Reading 30 - 3 questions

1)Why is the durations of a leveraged portfolio always larger? I know the formula and everything, but what is the logic behind this? IF DURATION of the debt is larger, the duration of the portfolio actually becomes smaller, right? 2) EOC 24 contigent immuniuation uitilzes the entire portfolio? I thought if the portfolio value drops below the safety net level than NO MORE active mgmt. her it says safety net level or the terminal rate. why? 3) Choo is responsible for managing the funding liablities for a new wing at the hospital…which is currently fully funded with non-callable bonds. he is concerned with various risk associated witthe liablities including interest risk (OK), cap risk (OK), contigent claims risk (WHY?= thanks?

Q 3 has been discussed multiple times … and seems to be an old question. In the CFAI Mock of 2011 - I believe they have said no Contingent Claims risk for the non-callables.

  1. EOC 24 contigent immuniuation uitilzes the entire portfolio? I thought if the portfolio value drops below the safety net level than NO MORE active mgmt. her it says safety net level or the terminal rate. why? My understanding here is that contingent immunization uses active mgmt for the entire portfolio so long as you have a safety net. If your strategy goes wrong and the portfolio value falls to a point that you eat up all the safety net, you have to switch over to full immunization…no more active mgmt. I previously thought you fully immunized the liability and used the remainder (safety net) in an active strategy, but that is the wrong thinking as i understand it now.

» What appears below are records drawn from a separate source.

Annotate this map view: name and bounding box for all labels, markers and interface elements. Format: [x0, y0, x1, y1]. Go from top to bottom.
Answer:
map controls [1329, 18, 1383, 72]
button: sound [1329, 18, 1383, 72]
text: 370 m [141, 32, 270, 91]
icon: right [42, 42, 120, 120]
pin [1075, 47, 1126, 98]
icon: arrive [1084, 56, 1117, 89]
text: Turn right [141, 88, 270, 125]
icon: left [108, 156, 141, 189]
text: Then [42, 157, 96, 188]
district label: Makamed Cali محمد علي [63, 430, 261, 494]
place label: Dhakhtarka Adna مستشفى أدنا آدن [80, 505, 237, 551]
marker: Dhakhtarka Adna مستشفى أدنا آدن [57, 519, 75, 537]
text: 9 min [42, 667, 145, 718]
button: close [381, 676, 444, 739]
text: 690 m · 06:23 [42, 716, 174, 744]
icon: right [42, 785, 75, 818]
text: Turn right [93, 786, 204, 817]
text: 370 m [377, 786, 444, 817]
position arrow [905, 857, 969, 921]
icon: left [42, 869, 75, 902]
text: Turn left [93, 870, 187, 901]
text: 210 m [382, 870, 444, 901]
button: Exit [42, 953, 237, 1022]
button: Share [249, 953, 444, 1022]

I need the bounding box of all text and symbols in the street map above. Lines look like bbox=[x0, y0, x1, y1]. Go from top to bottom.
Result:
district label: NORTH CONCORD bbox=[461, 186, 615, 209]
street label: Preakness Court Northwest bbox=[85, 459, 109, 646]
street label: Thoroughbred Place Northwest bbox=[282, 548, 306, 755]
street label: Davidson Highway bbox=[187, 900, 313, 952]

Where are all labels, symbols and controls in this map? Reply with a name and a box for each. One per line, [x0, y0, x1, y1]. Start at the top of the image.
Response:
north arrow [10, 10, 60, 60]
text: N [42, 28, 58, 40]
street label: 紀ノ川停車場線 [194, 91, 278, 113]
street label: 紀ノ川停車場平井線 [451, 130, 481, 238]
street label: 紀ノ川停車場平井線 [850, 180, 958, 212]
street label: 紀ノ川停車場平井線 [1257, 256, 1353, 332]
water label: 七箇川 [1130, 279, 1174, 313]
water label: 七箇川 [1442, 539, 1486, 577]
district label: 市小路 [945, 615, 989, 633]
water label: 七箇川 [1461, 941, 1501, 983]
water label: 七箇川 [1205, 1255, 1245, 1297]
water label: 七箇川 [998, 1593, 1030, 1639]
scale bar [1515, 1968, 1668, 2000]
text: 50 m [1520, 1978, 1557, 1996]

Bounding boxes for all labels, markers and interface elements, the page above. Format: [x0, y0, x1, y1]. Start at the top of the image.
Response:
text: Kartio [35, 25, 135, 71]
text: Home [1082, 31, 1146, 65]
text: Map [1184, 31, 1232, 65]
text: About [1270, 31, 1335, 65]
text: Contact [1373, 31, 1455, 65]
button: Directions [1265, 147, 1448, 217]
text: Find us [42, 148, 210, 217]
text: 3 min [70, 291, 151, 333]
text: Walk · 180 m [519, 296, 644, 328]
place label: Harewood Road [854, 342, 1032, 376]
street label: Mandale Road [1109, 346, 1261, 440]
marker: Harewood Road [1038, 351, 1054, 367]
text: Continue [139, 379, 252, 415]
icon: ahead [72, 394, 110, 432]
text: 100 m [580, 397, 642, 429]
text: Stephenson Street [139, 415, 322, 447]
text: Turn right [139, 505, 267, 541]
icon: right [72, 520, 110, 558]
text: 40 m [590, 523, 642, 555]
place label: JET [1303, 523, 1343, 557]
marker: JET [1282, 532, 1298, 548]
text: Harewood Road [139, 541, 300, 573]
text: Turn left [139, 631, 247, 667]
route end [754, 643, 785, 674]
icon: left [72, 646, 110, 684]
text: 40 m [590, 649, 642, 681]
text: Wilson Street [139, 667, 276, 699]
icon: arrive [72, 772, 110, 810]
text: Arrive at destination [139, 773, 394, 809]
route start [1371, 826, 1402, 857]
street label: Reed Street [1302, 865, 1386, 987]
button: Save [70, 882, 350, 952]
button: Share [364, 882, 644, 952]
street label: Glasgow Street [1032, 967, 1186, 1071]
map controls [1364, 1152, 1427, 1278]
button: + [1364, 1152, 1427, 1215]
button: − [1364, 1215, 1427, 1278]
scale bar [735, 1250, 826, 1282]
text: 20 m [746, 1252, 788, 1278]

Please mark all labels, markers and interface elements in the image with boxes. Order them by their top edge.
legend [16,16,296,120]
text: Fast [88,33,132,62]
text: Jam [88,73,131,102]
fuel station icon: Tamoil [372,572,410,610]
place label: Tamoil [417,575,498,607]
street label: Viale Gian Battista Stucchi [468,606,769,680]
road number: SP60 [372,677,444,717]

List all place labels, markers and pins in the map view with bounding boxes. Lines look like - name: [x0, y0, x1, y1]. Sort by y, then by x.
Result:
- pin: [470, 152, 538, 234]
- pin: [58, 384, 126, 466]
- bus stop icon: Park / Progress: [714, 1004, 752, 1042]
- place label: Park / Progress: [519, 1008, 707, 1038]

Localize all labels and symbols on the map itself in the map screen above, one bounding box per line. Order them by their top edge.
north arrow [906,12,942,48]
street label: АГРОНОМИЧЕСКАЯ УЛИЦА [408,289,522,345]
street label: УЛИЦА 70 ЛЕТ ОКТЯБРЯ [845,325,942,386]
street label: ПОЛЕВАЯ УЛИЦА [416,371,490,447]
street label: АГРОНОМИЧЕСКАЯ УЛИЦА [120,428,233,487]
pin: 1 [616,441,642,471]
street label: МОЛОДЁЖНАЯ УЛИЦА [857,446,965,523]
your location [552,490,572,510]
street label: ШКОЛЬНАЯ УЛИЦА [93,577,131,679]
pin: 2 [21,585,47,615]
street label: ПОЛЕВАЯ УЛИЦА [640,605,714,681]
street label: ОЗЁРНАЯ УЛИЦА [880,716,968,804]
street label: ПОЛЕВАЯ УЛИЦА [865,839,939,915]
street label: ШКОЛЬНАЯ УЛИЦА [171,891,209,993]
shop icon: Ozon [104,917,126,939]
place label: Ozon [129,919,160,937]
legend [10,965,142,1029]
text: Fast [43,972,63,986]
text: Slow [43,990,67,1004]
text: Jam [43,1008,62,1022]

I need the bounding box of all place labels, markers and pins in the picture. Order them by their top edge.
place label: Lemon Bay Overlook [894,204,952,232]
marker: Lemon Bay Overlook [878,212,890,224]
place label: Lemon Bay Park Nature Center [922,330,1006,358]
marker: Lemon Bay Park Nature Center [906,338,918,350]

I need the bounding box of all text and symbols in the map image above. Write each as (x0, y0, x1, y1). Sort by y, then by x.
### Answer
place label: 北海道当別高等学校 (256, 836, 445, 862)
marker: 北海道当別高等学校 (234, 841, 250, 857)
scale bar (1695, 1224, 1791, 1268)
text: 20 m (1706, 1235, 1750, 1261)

please, why is this sentence correct: one can use the entire fixed-income portfolio for active mgmt until the portfolio drops bewlo the safety net leve or the terminal value…

i mean if portfolio drops below terminal, this doesnt make sence to me . i thought we have to discount this?

If portfolio drops below discounted terminal value you must immunize. Until then you can seek active management on the portfolio.